Fyctia
30. Muse (3/3).
— Bon, vous en avez pas bientôt terminé ? scanda la voix d’Eliane depuis le couloir avant que cette dernière ne fasse son apparition.
Dans une robe fourreau à sequins, perchée sur des talons que Joséphine n’aurait jamais supportés, la vieille dame était absolument renversante.
— J’veux être Eliane quand je serais plus grande, soupira une Natasha fascinée.
D’un même mouvement, ladite Eliane clipsa son bracelet en forme de serpent autour de son poignet, et consulta sa montre.
— Monsieur Madani ne devrait plus tarder, nota-t-elle avant de jeter un regard à sa petite fille. Ajoute un peu de rouge sur ses lèvres, mais du sans transfert, tu seras mignonne. J’ai déposé une cape en laine sur le sofa pour toi, Joséphine, puisque tu ne supportes pas la fourrure.

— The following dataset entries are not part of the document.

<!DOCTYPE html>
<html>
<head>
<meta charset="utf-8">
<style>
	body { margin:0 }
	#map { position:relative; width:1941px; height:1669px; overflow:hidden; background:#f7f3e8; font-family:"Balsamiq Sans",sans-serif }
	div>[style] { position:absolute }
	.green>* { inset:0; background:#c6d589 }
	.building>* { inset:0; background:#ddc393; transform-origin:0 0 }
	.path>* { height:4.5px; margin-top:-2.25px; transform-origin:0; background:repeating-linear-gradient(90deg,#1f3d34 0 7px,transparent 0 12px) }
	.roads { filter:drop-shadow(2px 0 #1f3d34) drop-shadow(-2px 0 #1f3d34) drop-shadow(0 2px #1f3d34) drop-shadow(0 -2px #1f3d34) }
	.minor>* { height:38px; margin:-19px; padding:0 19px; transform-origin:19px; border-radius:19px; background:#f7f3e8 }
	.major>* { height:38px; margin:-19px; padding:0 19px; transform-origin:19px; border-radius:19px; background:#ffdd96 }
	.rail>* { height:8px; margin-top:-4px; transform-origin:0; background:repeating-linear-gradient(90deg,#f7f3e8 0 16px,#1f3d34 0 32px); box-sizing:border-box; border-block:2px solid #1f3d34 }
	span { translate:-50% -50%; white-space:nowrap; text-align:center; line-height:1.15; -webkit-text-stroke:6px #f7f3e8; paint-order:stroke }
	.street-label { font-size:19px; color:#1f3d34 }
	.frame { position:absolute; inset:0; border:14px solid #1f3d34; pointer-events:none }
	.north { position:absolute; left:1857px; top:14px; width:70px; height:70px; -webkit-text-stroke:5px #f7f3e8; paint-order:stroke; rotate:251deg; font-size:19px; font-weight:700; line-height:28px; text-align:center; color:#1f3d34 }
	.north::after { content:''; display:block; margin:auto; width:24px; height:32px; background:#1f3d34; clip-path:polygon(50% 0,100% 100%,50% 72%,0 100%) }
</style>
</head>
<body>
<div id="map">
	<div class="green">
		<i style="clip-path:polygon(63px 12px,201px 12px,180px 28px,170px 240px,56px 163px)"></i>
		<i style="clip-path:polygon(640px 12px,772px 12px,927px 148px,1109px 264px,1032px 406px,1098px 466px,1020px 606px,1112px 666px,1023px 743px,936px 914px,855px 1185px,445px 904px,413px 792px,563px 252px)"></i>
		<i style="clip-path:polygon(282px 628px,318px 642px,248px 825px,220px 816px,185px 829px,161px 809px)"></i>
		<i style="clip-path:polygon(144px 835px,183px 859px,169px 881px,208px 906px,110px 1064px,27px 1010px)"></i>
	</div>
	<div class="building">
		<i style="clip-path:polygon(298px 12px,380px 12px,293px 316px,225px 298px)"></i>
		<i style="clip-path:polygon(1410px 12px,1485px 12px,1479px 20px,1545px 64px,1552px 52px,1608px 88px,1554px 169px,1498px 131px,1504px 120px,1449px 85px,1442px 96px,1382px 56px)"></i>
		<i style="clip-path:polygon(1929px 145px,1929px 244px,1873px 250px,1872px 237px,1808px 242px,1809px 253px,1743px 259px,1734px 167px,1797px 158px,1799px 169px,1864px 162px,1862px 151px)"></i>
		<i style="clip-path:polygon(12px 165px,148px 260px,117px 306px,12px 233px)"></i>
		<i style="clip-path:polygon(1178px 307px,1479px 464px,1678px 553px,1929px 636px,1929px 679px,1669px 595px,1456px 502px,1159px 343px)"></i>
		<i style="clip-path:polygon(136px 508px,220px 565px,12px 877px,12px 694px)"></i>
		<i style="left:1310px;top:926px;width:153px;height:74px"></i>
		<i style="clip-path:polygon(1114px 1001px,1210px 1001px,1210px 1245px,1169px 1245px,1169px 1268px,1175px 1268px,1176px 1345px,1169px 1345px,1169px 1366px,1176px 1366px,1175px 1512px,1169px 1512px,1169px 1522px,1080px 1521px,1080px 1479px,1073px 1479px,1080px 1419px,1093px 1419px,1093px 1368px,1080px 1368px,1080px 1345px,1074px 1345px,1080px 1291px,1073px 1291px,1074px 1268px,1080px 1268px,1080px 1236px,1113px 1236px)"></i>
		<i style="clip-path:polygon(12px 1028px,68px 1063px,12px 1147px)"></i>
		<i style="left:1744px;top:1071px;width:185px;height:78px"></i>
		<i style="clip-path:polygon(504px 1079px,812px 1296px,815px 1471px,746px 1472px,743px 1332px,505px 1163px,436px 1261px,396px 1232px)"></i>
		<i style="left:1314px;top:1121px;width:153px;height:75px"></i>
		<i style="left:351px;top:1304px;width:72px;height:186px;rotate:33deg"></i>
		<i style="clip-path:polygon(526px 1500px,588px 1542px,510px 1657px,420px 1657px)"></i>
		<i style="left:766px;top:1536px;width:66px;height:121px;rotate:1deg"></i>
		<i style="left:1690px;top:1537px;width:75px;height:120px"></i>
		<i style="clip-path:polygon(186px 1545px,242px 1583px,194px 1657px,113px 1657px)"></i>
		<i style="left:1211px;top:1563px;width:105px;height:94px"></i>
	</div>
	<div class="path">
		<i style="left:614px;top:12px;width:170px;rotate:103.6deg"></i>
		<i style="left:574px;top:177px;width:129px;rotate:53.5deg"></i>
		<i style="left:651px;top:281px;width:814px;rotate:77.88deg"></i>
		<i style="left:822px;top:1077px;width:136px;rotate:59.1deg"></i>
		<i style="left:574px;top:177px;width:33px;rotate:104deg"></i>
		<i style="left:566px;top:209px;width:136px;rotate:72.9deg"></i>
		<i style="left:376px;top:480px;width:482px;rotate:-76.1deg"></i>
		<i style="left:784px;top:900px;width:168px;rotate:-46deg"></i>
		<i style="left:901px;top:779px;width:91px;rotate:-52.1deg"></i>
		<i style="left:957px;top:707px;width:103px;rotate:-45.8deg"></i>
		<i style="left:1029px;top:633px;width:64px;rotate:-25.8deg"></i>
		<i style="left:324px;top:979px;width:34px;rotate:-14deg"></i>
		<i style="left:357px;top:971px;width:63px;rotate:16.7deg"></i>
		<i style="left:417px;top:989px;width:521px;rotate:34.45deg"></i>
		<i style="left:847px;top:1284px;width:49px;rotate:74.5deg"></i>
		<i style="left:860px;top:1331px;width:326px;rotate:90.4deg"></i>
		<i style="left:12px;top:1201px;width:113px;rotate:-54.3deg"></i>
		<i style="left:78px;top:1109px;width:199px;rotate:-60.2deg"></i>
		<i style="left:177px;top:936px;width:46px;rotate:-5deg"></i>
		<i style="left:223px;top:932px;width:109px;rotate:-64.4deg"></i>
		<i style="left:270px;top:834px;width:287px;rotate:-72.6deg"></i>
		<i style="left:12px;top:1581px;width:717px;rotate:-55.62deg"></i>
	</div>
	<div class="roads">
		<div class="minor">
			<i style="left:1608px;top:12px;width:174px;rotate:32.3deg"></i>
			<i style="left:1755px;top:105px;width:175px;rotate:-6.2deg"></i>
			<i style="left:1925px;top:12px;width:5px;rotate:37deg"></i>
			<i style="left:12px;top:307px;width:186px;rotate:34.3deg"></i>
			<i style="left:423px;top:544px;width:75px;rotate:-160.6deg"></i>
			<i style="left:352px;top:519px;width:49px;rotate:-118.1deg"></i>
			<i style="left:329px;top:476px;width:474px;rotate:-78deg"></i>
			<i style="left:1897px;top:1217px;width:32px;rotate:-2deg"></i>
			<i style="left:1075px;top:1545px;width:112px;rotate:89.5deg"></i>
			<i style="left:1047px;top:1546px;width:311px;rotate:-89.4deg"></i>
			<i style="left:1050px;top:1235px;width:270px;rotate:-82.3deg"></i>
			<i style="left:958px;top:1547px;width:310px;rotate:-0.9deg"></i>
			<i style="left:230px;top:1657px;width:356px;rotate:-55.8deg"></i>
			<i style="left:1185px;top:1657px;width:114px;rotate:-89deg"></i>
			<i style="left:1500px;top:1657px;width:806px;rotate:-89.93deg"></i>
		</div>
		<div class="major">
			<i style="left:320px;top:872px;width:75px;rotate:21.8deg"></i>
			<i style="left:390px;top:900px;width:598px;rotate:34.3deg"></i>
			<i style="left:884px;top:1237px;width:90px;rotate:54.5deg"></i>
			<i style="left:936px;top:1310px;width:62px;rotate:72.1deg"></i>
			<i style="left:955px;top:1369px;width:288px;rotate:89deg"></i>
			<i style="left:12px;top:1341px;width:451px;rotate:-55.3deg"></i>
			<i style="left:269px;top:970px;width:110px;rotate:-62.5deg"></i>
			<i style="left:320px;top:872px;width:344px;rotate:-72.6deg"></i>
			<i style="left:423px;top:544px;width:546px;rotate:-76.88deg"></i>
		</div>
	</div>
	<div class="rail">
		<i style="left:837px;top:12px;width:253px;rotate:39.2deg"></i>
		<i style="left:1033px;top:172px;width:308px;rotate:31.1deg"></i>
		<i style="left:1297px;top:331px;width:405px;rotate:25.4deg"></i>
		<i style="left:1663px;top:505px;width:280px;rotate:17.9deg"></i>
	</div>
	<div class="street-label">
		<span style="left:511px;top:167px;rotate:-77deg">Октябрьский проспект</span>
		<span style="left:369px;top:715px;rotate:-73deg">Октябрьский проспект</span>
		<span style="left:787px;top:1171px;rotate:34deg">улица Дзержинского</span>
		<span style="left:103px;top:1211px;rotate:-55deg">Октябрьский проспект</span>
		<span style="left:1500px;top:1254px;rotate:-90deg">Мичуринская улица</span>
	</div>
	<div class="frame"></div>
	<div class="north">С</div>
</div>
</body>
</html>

Quelques gouttes de N°5 plus tard, Eliane s’éclipsait en faisant claquer ses talons contre le parquet.
— C’était un bracelet Bulgari ? ânonna Tasha. Et c’est qui monsieur Madani ?
— Son chauffeur, répondit Joséphine en tentant d’enfiler ses escarpins.
— Joe, il est temps que tu me dises la vérité à présent, s’emporta la Russe en attrapant son amie par les épaules. C’était quoi le métier de ta grand-mère ? Princesse ? Agent Secret ? Princesse-Agent Secret ?
— Muse, l’interrompit Joe.
— Arrête avec ça, c'est même pas un métier, s'agaça Natasha.
— Sur plusieurs décennies, elle a inspiré de très grands artistes qui l’ont couverte de cadeaux onéreux. Paraît que cet appartement lui aurait été offert par Warhol.
— Warhol comme dans Andy Warhol ?
— Il paraît, répéta simplement Joséphine en haussant ses épaules nues. Difficile de savoir avec Eliane.
Ses objets de torture aux pieds, Joe tenta quelques pas malaisés avant d’enfiler la cape.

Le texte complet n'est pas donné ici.